A section of the book about the Welsh Borders struck me. Borrow was walking in the Wrexham area and there he described not a rural idyll, but a rapidly scaling industrial landscape dominated by machines. As he walks he encounters groups of people carrying huge lumps of coal on their shoulders. Darkness falls and the hills are ablaze with foundries working through the night, flames shooting out of them “as high as church steeples.” Though the sky is cloudy and moonless he can clearly see the creases in his own hands, stained red from the fire glow. The sound of owls is replaced by hammers, chains, blast furnaces. The coal field in that area was exploited hugely in the following years and one of the UK’s worst mining disasters occured there in the 1930s. 261 men were killed in an undergound explosion at the mechanised mine at Gresford. Most of the bodies are still down there.
I’m also working my way through Barry Lopez’s late masterpiece: Horizon. In his account of assisting an archeological dig on Skraeling Island he contemplates the deep silence of the arctic. “On some days the only sounds I heard between breakfast and supper were the voices of birds and the sharp explosions - like pistol shots - of stranded sheets of ice fracturing along the shore as the tide went out.” Near to the end of the expedition he walks to the remains of an ancient Thule settlement, abandoned centuries ago. He takes with him the little cassette player he often listens to in his tent at night and decides to play Beethoven’s 9th symphony to the ghosts of the place. Soon after starting the music though he feels a deep sense of shame. He turns the little machine off and lets the ancient settlement return to its long silence. He remembers how far our civilisation and its noise have reached across the earth and does not want to extend it further, even to play one of the greatest pieces of art ever created. The peace of the wild is a sacred requirement.
This sense of shame happens to me sometimes. I occasionally take headphones with me when I go walking. Listening to music helps silence the inner chatter - my annoying companions. But there’s a cost, a cutting off of the place itself. Listening to music furthers the reach of the thing I’m trying to get away from. So, the headphones get plucked off my ears, I apologise to the birds, and I walk on.

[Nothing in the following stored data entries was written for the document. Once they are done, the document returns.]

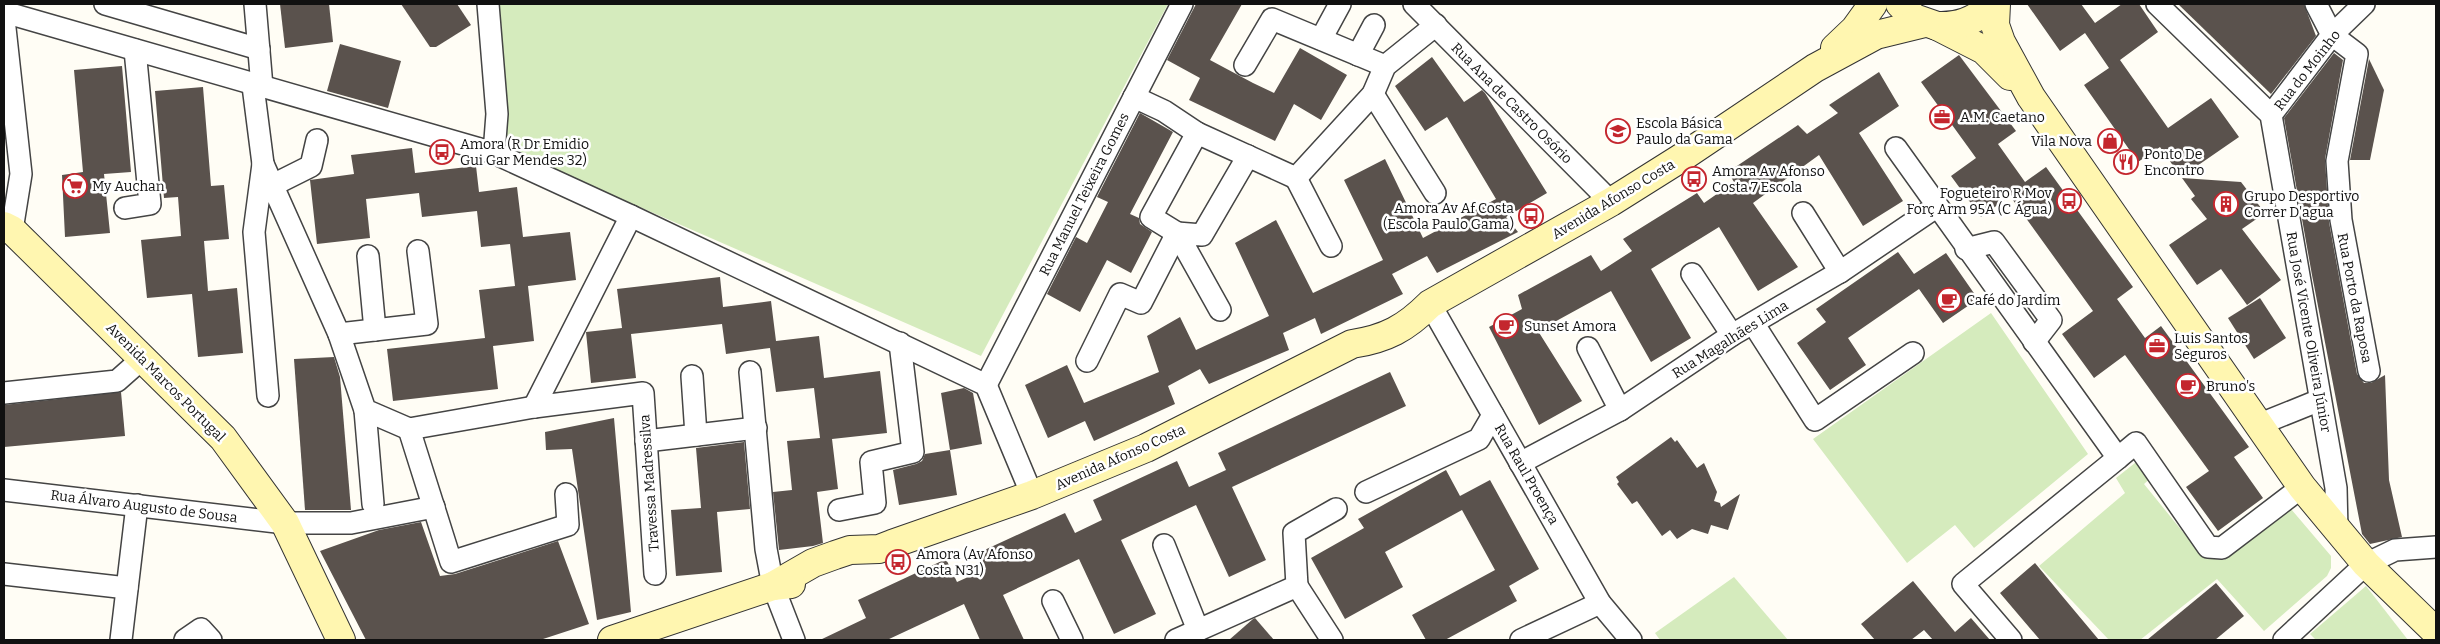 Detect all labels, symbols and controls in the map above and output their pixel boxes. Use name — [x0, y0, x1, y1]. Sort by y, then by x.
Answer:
street label: Rua do Moinho — [2271, 27, 2344, 114]
street label: Rua Ana de Castro Osório — [1448, 39, 1576, 167]
office icon: A.M. Caetano — [1929, 104, 1955, 130]
place label: A.M. Caetano — [1960, 109, 2045, 126]
street label: Rua Manuel Teixeira Gomes — [1036, 110, 1133, 278]
place label: Escola Básica Paulo da Gama — [1636, 115, 1733, 148]
school or university icon: Escola Básica Paulo da Gama — [1605, 118, 1631, 144]
shop icon: Vila Nova — [2097, 128, 2123, 154]
place label: Vila Nova — [2031, 133, 2092, 150]
place label: Amora (R Dr Emidio Gui Gar Mendes 32) — [460, 136, 589, 169]
bus stop icon: Amora (R Dr Emidio Gui Gar Mendes 32) — [429, 139, 455, 165]
place label: Ponto De Encontro — [2144, 146, 2204, 179]
restaurant icon: Ponto De Encontro — [2113, 149, 2139, 175]
street label: Avenida Afonso Costa — [1549, 156, 1678, 243]
place label: Amora Av Afonso Costa 7 Escola — [1712, 163, 1825, 196]
bus stop icon: Amora Av Afonso Costa 7 Escola — [1681, 166, 1707, 192]
supermarket icon: My Auchan — [62, 173, 88, 199]
place label: My Auchan — [92, 178, 165, 195]
place label: Fogueteiro R Mov Forç Arm 95A (C Água) — [1906, 185, 2053, 218]
bus stop icon: Fogueteiro R Mov Forç Arm 95A (C Água) — [2056, 188, 2082, 214]
place label: Grupo Desportivo Correr D'agua — [2244, 188, 2359, 221]
building icon: Grupo Desportivo Correr D'agua — [2213, 191, 2239, 217]
place label: Amora Av Af Costa (Escola Paulo Gama) — [1383, 200, 1514, 233]
bus stop icon: Amora Av Af Costa (Escola Paulo Gama) — [1518, 203, 1544, 229]
street label: Rua José Vicente Oliveira Júnior — [2282, 230, 2335, 434]
street label: Rua Porto da Raposa — [2334, 232, 2376, 365]
cafe icon: Café do Jardim — [1936, 287, 1962, 313]
place label: Café do Jardim — [1966, 292, 2061, 309]
street label: Rua Magalhães Lima — [1669, 297, 1792, 382]
cafe icon: Sunset Amora — [1493, 313, 1519, 339]
place label: Sunset Amora — [1524, 318, 1617, 335]
street label: Avenida Marcos Portugal — [103, 319, 229, 445]
place label: Luis Santos Seguros — [2174, 330, 2248, 363]
office icon: Luis Santos Seguros — [2144, 333, 2170, 359]
cafe icon: Bruno's — [2175, 373, 2201, 399]
place label: Bruno's — [2206, 378, 2255, 395]
street label: Travessa Madressilva — [636, 414, 663, 552]
street label: Avenida Afonso Costa — [1053, 421, 1188, 494]
street label: Rua Raul Proença — [1491, 421, 1562, 528]
street label: Rua Álvaro Augusto de Sousa — [49, 486, 239, 526]
place label: Amora (Av Afonso Costa N31) — [916, 546, 1033, 579]
bus stop icon: Amora (Av Afonso Costa N31) — [885, 549, 911, 575] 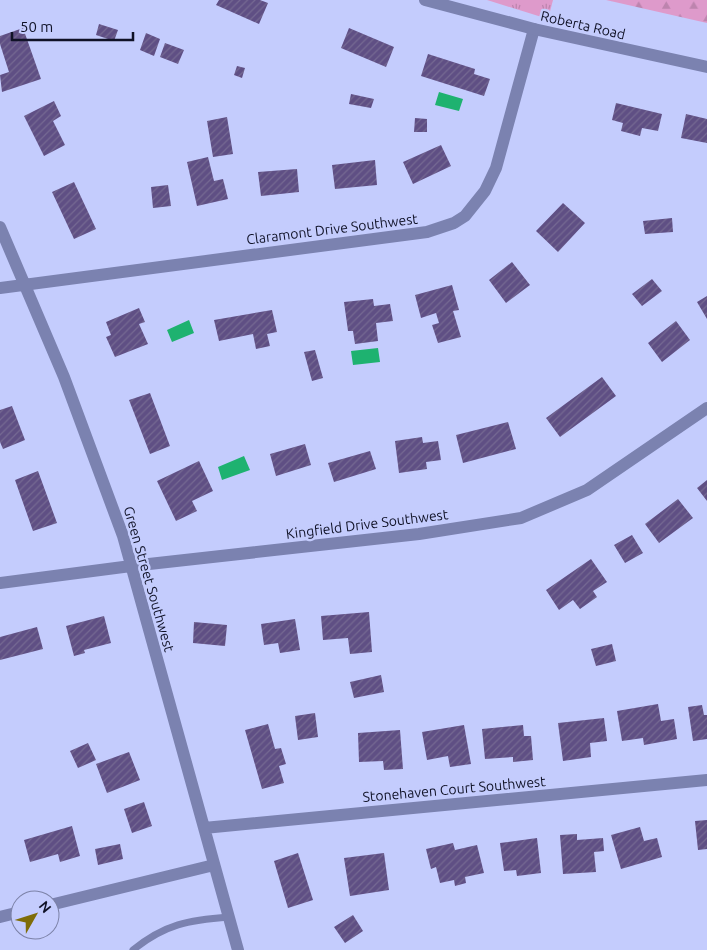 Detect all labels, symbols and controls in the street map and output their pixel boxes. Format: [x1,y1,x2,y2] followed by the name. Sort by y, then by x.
[539,8,627,42] street label: Roberta Road
[12,10,134,42] scale bar
[20,18,53,35] text: 50 m
[245,210,419,247] street label: Claramont Drive Southwest
[121,504,178,654] street label: Green Street Southwest
[285,506,449,542] street label: Kingfield Drive Southwest
[362,773,547,805] street label: Stonehaven Court Southwest
[10,890,60,940] north arrow
[36,898,55,916] text: N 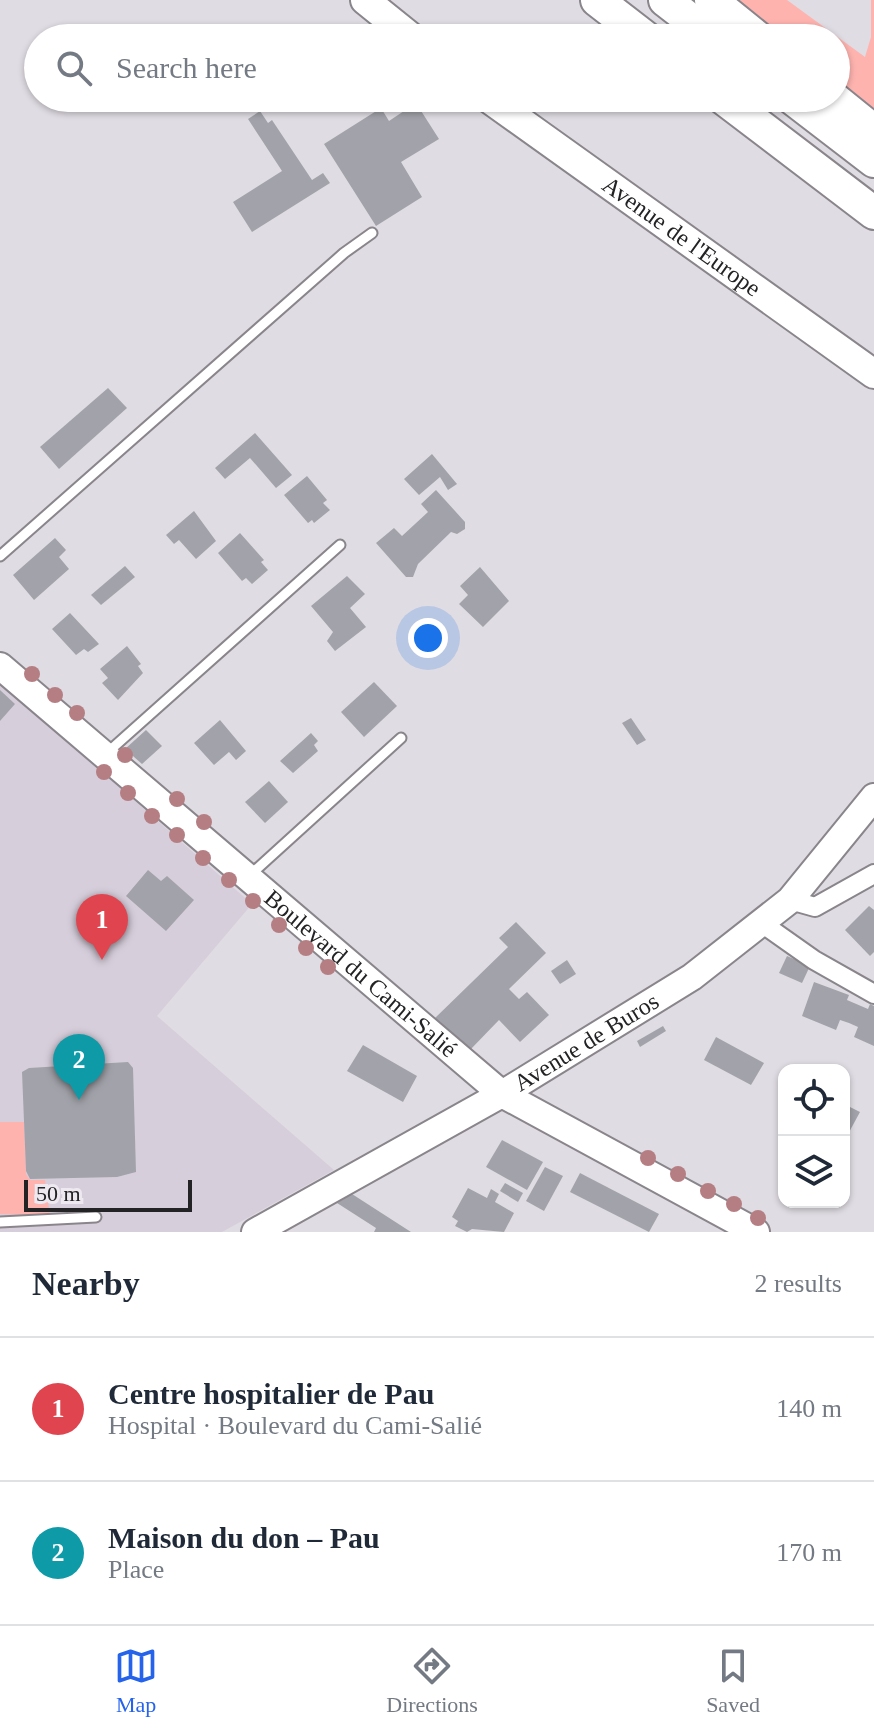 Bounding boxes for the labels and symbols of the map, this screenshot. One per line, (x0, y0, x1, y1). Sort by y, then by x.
street label: Avenue de l'Europe (598, 171, 766, 302)
your location (408, 618, 448, 658)
street label: Boulevard du Cami-Salié (259, 884, 462, 1063)
pin: 1 (76, 894, 128, 960)
street label: Avenue de Buros (509, 988, 663, 1096)
pin: 2 (53, 1034, 105, 1100)
scale bar (24, 1176, 192, 1212)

I’m perfectly happy to admit that I’m grateful for technology. I have no luddite tendencies at all, no desire to live in the woods or on a remote island full time. Having lived most of my life in cities I don’t have the first idea how to survive in these landscapes. I can’t even grow a vegetable and don’t have a garden. But I’m concerned about the reach of technology, how it seems to pervade every part of our lives and affects the lives of the other-than-human beings around us. I believe there should be islands where the tech isn’t allowed, islands in space and in time. We could start with machine free days when we walk away from the clatter, roar, rattle and hum for a time. If you want to experience what these days would be like just climb a hill on Christmas Day and wait for the birds to arrive, and with them the quiet of the wild.